When I was a little and my dad would ask me to do something I didn’t want to, which usually only happened if it was something I was horrified by—example, trying to kill those gigantic flying roaches that snuck into our house—he’d point his finger at me and tell me in Spanish, “Si puedes!”You can. Then, even if I cried as I went into the room housing the creature from the bowels of hell with a shoe as a weapon, I did whatever it was that I didn’t want to.

‘I can and I will,’ had been the motto I held closest to my heart at all times.
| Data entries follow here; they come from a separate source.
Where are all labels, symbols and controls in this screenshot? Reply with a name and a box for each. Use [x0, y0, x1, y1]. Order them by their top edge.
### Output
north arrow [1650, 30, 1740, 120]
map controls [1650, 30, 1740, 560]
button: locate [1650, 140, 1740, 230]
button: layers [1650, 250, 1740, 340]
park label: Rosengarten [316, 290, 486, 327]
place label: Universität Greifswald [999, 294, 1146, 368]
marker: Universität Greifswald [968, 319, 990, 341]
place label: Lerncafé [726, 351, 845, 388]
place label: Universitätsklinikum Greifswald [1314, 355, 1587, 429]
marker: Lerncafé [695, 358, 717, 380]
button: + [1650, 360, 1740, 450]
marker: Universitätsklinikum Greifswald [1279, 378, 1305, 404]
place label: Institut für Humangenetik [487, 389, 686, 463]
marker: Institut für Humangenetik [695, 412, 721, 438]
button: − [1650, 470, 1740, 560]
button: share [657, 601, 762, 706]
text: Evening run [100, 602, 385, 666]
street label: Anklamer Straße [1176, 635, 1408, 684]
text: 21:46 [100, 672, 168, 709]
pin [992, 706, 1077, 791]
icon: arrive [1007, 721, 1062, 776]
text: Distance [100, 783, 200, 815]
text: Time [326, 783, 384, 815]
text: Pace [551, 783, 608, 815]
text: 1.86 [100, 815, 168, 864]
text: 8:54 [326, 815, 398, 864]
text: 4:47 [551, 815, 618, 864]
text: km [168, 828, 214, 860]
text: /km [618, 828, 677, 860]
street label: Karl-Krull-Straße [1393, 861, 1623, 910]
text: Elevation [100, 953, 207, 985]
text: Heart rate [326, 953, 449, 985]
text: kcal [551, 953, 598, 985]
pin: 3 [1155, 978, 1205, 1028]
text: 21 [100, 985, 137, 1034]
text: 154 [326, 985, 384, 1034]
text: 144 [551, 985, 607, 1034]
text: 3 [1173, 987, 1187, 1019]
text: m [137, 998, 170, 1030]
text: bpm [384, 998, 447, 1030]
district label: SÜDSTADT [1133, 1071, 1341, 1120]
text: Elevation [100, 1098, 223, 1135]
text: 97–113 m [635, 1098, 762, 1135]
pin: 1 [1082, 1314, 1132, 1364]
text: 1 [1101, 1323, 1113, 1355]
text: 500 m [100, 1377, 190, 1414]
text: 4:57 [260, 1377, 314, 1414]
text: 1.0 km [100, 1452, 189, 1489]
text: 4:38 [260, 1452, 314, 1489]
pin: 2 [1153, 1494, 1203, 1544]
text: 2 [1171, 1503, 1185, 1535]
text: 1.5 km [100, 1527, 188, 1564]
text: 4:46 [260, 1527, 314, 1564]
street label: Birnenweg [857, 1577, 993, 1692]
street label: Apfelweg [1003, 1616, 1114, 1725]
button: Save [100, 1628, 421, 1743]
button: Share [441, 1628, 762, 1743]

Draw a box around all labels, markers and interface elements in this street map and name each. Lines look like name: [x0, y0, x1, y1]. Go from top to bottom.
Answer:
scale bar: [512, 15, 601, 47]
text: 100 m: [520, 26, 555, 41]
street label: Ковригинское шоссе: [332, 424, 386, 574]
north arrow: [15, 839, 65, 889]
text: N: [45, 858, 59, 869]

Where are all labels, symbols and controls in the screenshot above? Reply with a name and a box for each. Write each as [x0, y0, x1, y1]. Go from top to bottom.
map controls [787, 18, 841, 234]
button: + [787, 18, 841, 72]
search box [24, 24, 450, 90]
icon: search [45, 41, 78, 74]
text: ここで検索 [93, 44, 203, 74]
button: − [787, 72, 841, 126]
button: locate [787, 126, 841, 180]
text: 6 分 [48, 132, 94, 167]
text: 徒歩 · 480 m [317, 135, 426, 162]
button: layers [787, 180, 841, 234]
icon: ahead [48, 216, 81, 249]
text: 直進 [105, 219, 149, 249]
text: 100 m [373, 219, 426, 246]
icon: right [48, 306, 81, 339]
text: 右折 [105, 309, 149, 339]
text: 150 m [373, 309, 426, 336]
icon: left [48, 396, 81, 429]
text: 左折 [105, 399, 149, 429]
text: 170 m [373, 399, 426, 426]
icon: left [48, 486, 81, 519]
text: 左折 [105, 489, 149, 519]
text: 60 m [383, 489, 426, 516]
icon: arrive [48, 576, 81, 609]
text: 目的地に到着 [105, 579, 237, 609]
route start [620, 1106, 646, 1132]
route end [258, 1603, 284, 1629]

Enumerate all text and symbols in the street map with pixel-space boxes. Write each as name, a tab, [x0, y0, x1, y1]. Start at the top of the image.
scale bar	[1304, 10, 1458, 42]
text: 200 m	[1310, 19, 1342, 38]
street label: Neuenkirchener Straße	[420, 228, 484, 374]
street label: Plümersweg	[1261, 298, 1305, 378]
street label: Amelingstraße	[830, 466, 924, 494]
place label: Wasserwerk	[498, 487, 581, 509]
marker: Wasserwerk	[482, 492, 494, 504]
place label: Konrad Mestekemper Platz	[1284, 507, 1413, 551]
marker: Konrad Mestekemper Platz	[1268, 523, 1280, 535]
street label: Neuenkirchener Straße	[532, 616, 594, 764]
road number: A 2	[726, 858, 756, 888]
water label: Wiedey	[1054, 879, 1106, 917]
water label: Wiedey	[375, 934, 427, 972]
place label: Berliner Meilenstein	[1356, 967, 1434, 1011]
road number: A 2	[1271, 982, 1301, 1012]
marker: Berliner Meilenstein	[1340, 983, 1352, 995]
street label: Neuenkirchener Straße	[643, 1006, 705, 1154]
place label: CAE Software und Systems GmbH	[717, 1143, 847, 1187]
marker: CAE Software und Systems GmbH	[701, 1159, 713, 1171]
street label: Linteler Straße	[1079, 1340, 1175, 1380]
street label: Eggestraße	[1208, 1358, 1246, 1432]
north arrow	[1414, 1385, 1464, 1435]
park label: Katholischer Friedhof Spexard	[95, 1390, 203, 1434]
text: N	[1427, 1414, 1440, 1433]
I didn’t like people telling me I couldn’t do something, even if I didn’t want to do it. This was how Coach Gardner had gotten me to say I’d do the interview.

I could do it. I could be in the same room as Reiner Kulti. Sit a couple seats down from him for the first time ever in front of several television networks. No biggie.

On the inside, I crumpled into a ball like a dead spider and asked myself to please dissolve into dust sooner than later. This terror, this phobia of mine, was that unreasonable. No one ever says that fear is logical, because it isn’t. It’s stupid and irrational and on a scale of one to ten it sucked about a fifty.

“You ready?” Coach Gardner asked as we waited for the beginning of the press conference. The journalists and reporters were so loud in the other room it was making me sick. How the hell had this even happened? I was usually third down the chain of players that got requested for these publicity events, and that was for a reason.

I could play in front of thousands of people, but the instant cameras got within ten feet of me, I just shut down. I was like the Ricky Bobby of the WPL. I was sure there was a video of me making awful hand gestures throughout an interview somewhere. The three S’s came down to make me look like an idiot—stuttering, sweating and shaking. All at once.

My hands felt like I’d just rubbed them all over my lower back after a long run, my armpits were sweaty… and my leg was shaking. Both my legs were shaking. I knew shit was about to get real when my leg shook.

But instead of admitting that I was nervous, I stuck my hands in my pockets, thanked the lord above that the sweat pants I’d put on that morning were baggy enough so that no one could tell my legs had a mind of their own, and forced a smile on my face. “Ready,” I lied through my teeth.

And unfortunately, he knew me well enough to recognize the fact I was lying out of my ass because Gardner laughed loud. A hand came down on my shoulder and he gave me a shake. “You’re a wreck. It’ll be fine.”

One of the public relations people for the organization peeped around the corner of the hallway and frowned for a second before disappearing again.

I couldn’t do this.

I could do this.

One hacking cough later, I told myself: I could do this. I really could.